Four years of college, a hundred thousand dollars in debt, graduated with honors, more than a hundred applications sent out, but no job. She’s waiting tables in a local restaurant, and waiting is the irony. It truly is what she’s doing, waiting. Trying. Hoping. Trying to hope.
People think they are being helpful. “You need to enlarge your geographical spread of applications.” I’ve sent them all over the country, even to places I don’t really want to live. “Maybe you should retrain.” I’ve just finished college, and I’ll be in debt for the rest of my life. Sure, I’ll retrain. Then I’ll be twice as deep in debt and unemployed in two fields.
She took the course on résumé writing. More money gone. She took the workshop on interviewing, on how to suck up to human resources people. She even tried some of the tactics – hated herself for the cloying things she said, wanted to stick her finger down her throat. But didn’t get a job.
“You need to network.” Right, network. Waste more time on social media, go to gatherings of people who can’t get jobs, make connections. Yes, networking worked for my friends who have gotten jobs: they networked with their own parents who had connections. Am I supposed to find new parents with connections?

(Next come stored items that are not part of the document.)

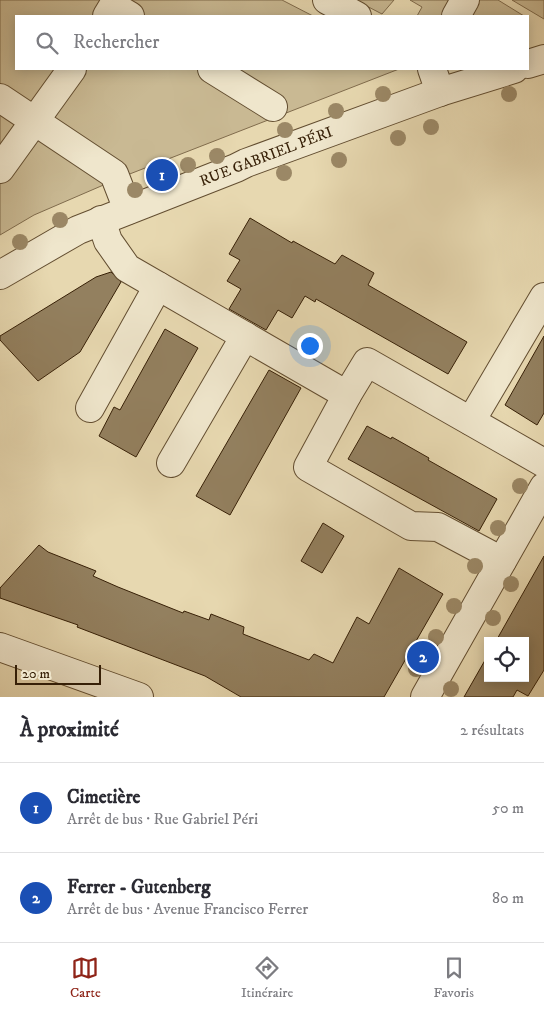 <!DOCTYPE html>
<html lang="fr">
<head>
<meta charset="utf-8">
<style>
	:root { --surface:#fff; --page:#f7f7f7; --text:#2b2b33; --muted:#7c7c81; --line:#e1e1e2; --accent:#8f2418 }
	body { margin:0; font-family:"IM FELL DW Pica",serif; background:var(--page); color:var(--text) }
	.controls { position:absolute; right:15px; bottom:15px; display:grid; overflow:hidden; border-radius:0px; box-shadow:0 2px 12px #0003 }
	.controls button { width:45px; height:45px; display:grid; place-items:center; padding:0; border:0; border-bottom:1px solid var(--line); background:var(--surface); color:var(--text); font:25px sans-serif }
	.scale { position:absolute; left:15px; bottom:12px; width:86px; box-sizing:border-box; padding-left:5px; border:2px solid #372007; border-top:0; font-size:14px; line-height:18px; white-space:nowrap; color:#372007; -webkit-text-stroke:4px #efe6cc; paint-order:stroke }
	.you { position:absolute; left:309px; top:345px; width:18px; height:18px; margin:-12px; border:4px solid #fff; border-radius:50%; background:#1a73e8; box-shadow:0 0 0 8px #1a73e833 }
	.badge { display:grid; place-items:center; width:32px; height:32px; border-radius:50%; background:var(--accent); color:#fff; font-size:16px; font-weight:700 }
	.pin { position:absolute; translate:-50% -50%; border:2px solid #fff; box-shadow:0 1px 5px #0006 }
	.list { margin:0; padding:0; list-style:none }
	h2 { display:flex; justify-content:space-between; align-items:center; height:65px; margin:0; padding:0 20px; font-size:21px }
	h2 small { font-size:16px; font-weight:400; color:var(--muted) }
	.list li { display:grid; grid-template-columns:32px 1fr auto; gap:15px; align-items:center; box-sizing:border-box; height:90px; padding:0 20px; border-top:1px solid var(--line) }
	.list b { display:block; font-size:19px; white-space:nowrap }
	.list p { margin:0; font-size:16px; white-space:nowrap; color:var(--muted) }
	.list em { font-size:16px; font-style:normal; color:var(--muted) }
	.icon { flex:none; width:28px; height:28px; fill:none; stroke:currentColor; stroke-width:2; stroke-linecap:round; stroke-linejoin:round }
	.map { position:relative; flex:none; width:544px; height:697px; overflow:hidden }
	.search { position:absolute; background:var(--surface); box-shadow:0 2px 12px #0003; left:15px; right:15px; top:15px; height:55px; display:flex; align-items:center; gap:12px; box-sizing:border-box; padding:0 18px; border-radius:0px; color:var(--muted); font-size:19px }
	.sheet { height:245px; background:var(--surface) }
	nav { display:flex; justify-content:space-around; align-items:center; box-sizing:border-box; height:70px; border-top:1px solid var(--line); background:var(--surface); font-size:14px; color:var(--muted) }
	nav a { display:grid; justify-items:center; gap:2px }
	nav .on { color:var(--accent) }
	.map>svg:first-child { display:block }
	.green { fill:#c9b993; stroke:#806c4d }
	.building { fill:#93805f; stroke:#372007 }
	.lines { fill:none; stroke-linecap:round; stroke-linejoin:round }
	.minor-casing { stroke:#634e31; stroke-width:30 }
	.minor { stroke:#efe6cc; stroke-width:28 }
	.tree { fill:#9b8866 }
	.labels { text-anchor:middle; stroke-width:4; stroke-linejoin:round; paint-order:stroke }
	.street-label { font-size:15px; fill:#372007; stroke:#efe6cc }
</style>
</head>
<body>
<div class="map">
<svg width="544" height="697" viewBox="0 0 544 697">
	<rect width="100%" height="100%" fill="#e7d8b0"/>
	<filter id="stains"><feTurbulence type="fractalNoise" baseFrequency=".004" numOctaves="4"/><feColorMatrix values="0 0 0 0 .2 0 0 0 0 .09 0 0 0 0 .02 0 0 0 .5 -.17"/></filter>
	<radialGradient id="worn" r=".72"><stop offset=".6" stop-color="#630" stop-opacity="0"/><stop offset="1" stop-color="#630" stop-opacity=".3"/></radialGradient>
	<g class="green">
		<polygon points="0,0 282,0 313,16 16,16 16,69 399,69 122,177 34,215 0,235"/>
		<polygon points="355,0 394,0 382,14"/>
		<polygon points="410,0 457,0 448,16 417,16 422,7"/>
		<polygon points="475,0 498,0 524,16 466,16"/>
		<polygon points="512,0 544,0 544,19"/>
	</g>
	<g class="building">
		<polygon points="250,218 292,243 293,241 335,264 342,255 374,273 368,285 467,342 448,374 316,299 315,302 305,296 292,318 278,310 266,330 229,309 241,289 227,281 240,260 229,254"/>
		<polygon points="111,272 121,282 80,352 38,381 0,340 0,336 96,277"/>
		<polygon points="165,329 198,348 136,457 99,436 114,407 120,410"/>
		<polygon points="544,336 544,413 537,425 505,405"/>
		<polygon points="269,370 301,388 230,515 196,496"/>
		<polygon points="367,426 391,439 392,437 429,458 428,460 497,499 479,531 348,459"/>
		<polygon points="323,523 344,536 322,573 301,561"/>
		<polygon points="39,545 48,552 96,571 93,576 118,587 183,613 184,611 209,620 211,614 244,627 243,634 309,660 314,654 333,663 357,617 369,624 399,568 443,594 384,697 241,697 205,676 77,627 78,625 0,598 0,588"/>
		<polygon points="544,556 544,670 528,696 517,690 513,697 464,697 488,655 488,678 525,678 525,641 496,641"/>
	</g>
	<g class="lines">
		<g class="minor-casing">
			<g id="minor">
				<polyline points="327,0 357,16"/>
				<polyline points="107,16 113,6 130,16"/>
				<polyline points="456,16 465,0"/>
				<polyline points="528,64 544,59"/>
				<polyline points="212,69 273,107"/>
				<polyline points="432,69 440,92"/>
				<polyline points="0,98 114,174 128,210"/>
				<polyline points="0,169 72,69"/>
				<polyline points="101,220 108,241 127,268 347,395 367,362 544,463"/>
				<polyline points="0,275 78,230 236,168 246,163 440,92 514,69"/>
				<polyline points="347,395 308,467 411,526 438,527 502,561"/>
				<polyline points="90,408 158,286"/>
				<polyline points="471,421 544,297"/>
				<polyline points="171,463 245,336"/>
				<polyline points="0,647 139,697"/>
				<polyline points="425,697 544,487"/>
			</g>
		</g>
		<use href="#minor" class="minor"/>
	</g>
	<g class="tree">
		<circle cx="383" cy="94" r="8"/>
		<circle cx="509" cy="94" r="8"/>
		<circle cx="336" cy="111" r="8"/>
		<circle cx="431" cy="127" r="8"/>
		<circle cx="285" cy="130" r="8"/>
		<circle cx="398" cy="138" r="8"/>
		<circle cx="217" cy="156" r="8"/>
		<circle cx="339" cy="160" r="8"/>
		<circle cx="188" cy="165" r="8"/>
		<circle cx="284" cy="173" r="8"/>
		<circle cx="135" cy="190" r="8"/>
		<circle cx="60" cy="220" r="8"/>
		<circle cx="20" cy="242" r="8"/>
		<circle cx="520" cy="486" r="8"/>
		<circle cx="498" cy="528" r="8"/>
		<circle cx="475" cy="566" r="8"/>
		<circle cx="511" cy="584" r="8"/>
		<circle cx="454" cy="606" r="8"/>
		<circle cx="493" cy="618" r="8"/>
		<circle cx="436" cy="637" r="8"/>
		<circle cx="416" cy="669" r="8"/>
		<circle cx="451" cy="689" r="8"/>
	</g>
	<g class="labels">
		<g class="street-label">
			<text transform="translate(266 156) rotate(-21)" y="5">RUE GABRIEL PÉRI</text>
		</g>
	</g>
	<rect width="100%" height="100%" filter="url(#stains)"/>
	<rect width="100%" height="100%" fill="url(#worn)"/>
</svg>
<div class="controls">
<button><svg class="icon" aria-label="locate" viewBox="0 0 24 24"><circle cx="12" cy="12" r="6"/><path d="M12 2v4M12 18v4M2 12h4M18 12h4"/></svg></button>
</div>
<div class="scale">20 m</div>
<div class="you"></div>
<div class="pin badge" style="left:162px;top:175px;background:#1a4fb4">1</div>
<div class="pin badge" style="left:423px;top:657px;background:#1a4fb4">2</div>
<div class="search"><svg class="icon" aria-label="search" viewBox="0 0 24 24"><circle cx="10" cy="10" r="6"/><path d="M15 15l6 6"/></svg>Rechercher</div>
</div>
<section class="sheet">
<h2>À proximité<small>2 résultats</small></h2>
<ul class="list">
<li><span class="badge" style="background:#1a4fb4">1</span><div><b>Cimetière</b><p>Arrêt de bus · Rue Gabriel Péri</p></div><em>50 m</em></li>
<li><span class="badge" style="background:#1a4fb4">2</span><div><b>Ferrer - Gutenberg</b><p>Arrêt de bus · Avenue Francisco Ferrer</p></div><em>80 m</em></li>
</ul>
</section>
<nav>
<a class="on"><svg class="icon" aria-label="map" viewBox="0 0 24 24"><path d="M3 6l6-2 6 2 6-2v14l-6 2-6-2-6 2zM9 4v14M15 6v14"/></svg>Carte</a>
<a><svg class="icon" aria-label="directions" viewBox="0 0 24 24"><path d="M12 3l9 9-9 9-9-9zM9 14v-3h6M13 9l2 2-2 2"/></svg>Itinéraire</a>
<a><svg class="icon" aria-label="saved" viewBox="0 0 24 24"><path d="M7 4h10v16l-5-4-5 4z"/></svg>Favoris</a>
</nav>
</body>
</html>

She doesn’t go to church services any more, not so much because she doesn’t care about God (although her faith is strained just now) as because she’s sick of listening to advice from older people who can tell her offhandedly what she’s not doing right. She’s tired of explaining, of rehearsing her frustration and shame for near-strangers who begin their questioning with, “Are you still . . . ?” Yeah, I’m still looking for a job. Thanks for reminding me. That’s why I came to church you know – to be reminded of my failure by someone wise who knows even less about it than he cares.
Will she soon be among the passed over? The already picked over applicant pool? The rejects? The not chosen? Disqualified because she’s been looking so long?
“Miss, what’s taking so long for our drinks to come?”